Stored data:

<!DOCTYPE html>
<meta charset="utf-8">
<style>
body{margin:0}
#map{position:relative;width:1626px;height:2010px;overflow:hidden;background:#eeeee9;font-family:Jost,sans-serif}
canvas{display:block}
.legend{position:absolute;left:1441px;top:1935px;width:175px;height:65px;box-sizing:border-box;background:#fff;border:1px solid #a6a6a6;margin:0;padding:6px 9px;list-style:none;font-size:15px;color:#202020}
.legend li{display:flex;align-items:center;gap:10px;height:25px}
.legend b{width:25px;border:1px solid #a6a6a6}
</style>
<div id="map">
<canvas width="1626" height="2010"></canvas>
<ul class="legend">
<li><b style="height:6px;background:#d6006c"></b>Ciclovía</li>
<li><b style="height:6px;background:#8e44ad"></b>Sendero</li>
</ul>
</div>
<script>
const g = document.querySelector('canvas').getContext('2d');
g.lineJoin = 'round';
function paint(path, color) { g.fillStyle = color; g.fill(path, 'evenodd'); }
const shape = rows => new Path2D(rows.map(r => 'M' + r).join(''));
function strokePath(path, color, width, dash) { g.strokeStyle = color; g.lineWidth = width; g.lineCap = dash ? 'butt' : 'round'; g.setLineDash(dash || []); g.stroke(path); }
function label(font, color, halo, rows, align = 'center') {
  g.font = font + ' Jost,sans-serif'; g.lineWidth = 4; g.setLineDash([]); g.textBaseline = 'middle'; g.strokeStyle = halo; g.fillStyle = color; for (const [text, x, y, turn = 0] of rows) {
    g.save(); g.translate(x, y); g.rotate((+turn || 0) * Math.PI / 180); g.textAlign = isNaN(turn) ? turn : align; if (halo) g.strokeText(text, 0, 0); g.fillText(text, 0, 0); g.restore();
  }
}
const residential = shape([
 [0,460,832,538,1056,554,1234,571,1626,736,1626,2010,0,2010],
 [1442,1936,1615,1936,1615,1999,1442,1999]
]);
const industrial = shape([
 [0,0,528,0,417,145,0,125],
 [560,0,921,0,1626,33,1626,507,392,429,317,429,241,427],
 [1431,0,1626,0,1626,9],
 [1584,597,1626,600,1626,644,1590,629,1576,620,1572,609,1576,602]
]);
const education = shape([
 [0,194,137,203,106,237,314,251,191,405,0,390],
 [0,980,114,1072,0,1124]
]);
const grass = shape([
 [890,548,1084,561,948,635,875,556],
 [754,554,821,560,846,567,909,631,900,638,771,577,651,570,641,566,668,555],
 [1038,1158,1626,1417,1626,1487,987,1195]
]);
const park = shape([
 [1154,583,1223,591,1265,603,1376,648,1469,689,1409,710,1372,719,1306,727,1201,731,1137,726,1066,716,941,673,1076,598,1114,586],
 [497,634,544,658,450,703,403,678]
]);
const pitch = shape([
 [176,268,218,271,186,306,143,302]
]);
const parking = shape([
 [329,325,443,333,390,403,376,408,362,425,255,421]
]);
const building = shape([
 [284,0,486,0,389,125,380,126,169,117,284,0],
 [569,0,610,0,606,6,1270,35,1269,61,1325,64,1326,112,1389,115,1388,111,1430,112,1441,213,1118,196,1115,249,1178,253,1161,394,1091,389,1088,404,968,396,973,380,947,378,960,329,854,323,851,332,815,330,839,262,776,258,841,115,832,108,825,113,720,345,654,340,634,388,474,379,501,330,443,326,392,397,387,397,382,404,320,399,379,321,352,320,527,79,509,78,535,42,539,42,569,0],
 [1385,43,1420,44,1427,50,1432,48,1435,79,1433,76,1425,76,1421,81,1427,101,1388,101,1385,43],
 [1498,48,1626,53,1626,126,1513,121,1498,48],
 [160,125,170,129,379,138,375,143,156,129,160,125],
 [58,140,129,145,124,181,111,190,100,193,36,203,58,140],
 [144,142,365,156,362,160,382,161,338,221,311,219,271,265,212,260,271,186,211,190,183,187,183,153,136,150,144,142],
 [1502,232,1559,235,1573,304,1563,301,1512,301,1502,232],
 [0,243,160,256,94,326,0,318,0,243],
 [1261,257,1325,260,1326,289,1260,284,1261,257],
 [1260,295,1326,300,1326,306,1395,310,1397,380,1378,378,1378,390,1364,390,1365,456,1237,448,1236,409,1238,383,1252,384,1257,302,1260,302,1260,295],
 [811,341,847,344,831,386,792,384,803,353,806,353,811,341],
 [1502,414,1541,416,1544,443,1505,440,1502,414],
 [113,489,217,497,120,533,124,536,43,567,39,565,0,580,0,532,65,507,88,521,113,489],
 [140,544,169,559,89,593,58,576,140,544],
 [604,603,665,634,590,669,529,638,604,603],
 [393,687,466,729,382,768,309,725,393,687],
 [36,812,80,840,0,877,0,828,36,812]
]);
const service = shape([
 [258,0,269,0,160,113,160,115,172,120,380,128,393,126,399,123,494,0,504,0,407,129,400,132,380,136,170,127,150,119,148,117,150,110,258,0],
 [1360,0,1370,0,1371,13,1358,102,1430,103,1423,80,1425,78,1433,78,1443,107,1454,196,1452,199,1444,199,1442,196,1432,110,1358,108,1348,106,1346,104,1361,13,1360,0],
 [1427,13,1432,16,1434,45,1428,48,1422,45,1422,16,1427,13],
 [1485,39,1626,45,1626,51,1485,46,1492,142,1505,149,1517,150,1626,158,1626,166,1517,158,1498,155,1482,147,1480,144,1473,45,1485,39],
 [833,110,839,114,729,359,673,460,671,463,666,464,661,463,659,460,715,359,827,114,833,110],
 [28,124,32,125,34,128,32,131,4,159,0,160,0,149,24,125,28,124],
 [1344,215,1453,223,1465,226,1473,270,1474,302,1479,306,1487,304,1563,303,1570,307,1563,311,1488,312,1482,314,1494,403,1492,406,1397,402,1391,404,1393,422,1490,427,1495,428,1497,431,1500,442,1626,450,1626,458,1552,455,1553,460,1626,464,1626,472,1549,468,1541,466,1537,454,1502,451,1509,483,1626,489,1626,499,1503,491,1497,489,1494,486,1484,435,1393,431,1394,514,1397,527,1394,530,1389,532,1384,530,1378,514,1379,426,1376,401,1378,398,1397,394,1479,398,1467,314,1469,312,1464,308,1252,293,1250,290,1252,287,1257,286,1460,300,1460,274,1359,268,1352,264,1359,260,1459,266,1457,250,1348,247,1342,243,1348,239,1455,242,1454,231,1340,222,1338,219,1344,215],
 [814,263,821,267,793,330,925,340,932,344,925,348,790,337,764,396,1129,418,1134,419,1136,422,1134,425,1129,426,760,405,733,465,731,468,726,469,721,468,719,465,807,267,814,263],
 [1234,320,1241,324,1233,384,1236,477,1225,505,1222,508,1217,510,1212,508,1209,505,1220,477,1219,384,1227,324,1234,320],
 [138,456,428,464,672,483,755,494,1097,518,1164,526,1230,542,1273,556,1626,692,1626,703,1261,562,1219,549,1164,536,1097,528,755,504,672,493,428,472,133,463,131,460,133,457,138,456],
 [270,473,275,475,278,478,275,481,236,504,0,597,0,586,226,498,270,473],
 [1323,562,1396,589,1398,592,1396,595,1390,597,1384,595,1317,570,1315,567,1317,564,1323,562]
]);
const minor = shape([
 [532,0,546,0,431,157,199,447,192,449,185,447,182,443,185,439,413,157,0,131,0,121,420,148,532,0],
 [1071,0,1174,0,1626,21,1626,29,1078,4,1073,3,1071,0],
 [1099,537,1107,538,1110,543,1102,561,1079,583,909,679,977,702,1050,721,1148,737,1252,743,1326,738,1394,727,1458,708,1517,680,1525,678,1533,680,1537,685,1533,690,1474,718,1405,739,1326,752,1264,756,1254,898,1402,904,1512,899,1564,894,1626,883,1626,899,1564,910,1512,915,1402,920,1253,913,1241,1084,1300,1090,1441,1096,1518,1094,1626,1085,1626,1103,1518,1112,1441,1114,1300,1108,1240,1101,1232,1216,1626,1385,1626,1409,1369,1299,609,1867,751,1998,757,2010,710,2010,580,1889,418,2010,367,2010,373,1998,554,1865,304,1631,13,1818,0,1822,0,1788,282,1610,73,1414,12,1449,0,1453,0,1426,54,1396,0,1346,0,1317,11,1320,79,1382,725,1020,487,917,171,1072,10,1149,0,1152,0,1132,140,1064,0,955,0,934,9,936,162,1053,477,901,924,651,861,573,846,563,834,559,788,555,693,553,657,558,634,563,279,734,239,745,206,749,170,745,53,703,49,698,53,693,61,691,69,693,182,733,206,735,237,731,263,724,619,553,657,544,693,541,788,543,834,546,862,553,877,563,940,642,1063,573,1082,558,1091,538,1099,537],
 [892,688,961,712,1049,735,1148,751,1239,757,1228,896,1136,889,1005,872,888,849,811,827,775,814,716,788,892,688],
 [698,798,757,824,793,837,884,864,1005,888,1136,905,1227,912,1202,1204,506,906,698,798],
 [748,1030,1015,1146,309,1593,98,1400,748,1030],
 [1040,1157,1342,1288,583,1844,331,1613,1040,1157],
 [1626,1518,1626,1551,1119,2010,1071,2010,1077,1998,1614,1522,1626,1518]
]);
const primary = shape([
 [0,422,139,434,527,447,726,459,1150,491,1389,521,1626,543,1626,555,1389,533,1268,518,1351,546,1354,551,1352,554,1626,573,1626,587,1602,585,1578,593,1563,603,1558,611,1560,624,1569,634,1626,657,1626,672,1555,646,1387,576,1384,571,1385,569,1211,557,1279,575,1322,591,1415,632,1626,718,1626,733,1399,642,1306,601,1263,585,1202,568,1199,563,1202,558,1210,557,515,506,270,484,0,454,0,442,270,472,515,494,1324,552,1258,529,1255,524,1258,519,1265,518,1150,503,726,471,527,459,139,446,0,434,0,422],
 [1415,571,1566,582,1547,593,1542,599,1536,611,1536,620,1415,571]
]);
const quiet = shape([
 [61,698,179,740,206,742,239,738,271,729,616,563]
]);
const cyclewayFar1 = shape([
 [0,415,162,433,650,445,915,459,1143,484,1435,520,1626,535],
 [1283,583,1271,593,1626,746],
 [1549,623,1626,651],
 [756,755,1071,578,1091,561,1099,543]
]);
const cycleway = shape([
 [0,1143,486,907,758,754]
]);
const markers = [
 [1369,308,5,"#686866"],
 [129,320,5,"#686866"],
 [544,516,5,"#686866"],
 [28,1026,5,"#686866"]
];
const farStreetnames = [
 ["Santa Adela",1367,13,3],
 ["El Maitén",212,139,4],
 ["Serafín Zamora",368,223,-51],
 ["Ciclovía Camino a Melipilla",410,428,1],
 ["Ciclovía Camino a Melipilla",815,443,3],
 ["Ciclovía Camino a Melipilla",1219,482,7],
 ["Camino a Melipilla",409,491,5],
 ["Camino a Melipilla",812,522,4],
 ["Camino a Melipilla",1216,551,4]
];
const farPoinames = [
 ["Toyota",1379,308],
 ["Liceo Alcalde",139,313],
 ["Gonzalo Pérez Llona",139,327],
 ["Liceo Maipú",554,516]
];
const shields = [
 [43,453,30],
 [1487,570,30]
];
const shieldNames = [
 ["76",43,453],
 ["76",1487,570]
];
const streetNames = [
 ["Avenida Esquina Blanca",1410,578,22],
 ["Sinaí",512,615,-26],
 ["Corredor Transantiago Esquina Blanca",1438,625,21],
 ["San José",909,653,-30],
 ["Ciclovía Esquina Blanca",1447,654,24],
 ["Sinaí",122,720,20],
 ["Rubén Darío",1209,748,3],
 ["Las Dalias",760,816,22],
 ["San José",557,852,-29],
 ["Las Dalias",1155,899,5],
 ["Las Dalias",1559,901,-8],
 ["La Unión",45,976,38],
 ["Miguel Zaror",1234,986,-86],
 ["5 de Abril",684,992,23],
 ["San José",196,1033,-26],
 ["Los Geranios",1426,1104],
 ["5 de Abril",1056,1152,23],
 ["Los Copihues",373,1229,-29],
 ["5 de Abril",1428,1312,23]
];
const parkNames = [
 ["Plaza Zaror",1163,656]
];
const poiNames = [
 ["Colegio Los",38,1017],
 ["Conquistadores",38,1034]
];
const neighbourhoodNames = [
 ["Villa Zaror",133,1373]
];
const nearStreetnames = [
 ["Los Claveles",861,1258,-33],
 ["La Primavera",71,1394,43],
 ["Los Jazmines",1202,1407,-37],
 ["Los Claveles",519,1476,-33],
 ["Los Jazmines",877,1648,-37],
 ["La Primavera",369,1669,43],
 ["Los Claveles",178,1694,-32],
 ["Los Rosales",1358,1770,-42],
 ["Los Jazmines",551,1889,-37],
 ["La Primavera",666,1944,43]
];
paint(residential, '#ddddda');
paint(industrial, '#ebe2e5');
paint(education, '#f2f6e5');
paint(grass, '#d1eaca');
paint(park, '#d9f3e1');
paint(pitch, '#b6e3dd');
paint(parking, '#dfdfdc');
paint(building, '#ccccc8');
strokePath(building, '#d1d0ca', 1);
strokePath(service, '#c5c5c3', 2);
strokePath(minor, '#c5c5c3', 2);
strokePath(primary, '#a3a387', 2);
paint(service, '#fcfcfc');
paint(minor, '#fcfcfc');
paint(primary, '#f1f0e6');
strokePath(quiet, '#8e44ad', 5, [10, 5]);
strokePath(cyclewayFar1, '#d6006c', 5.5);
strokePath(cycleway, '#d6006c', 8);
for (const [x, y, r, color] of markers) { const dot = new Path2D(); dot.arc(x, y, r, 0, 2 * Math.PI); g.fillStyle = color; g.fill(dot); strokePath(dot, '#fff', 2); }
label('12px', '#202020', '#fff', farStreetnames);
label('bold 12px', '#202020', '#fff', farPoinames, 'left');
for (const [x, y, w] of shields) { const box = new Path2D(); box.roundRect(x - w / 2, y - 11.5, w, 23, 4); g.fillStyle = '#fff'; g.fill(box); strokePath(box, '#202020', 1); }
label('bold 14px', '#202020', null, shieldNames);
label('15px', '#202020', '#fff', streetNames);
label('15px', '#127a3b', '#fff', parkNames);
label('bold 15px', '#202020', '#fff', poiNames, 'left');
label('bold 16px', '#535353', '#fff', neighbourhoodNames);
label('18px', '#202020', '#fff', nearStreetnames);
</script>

### Task objective
Count the lines in these records that hold the string "center". Only the number is wanted.

### Your response
2